Records shown —
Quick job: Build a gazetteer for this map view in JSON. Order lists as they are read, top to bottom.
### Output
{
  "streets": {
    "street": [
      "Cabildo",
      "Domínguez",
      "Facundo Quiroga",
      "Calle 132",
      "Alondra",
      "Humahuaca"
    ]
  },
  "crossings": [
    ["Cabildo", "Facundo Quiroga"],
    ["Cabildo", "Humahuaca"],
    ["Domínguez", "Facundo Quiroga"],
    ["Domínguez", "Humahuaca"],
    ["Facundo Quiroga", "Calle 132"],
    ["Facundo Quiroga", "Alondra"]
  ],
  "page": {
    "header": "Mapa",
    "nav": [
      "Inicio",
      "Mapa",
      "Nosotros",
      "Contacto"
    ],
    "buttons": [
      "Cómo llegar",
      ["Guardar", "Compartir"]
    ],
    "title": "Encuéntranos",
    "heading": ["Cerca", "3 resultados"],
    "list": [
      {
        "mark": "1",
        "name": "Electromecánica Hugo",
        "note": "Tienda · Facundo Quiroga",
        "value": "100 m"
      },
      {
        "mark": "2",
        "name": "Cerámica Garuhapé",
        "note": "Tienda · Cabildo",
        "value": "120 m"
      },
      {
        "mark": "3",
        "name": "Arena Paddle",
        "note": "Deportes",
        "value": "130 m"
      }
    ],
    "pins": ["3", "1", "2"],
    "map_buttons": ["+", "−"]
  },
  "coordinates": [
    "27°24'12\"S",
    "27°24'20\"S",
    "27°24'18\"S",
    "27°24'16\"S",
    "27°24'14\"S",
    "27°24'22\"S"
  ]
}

What you need to do —
All of the entries must be written out exactly as they stand.

Task output —
Quick job: Build a gazetteer for this map view in JSON. Order lists as they are read, top to bottom.
### Output
{
  "streets": {
    "street": [
      "Cabildo",
      "Domínguez",
      "Facundo Quiroga",
      "Calle 132",
      "Alondra",
      "Humahuaca"
    ]
  },
  "crossings": [
    ["Cabildo", "Facundo Quiroga"],
    ["Cabildo", "Humahuaca"],
    ["Domínguez", "Facundo Quiroga"],
    ["Domínguez", "Humahuaca"],
    ["Facundo Quiroga", "Calle 132"],
    ["Facundo Quiroga", "Alondra"]
  ],
  "page": {
    "header": "Mapa",
    "nav": [
      "Inicio",
      "Mapa",
      "Nosotros",
      "Contacto"
    ],
    "buttons": [
      "Cómo llegar",
      ["Guardar", "Compartir"]
    ],
    "title": "Encuéntranos",
    "heading": ["Cerca", "3 resultados"],
    "list": [
      {
        "mark": "1",
        "name": "Electromecánica Hugo",
        "note": "Tienda · Facundo Quiroga",
        "value": "100 m"
      },
      {
        "mark": "2",
        "name": "Cerámica Garuhapé",
        "note": "Tienda · Cabildo",
        "value": "120 m"
      },
      {
        "mark": "3",
        "name": "Arena Paddle",
        "note": "Deportes",
        "value": "130 m"
      }
    ],
    "pins": ["3", "1", "2"],
    "map_buttons": ["+", "−"]
  },
  "coordinates": [
    "27°24'12\"S",
    "27°24'20\"S",
    "27°24'18\"S",
    "27°24'16\"S",
    "27°24'14\"S",
    "27°24'22\"S"
  ]
}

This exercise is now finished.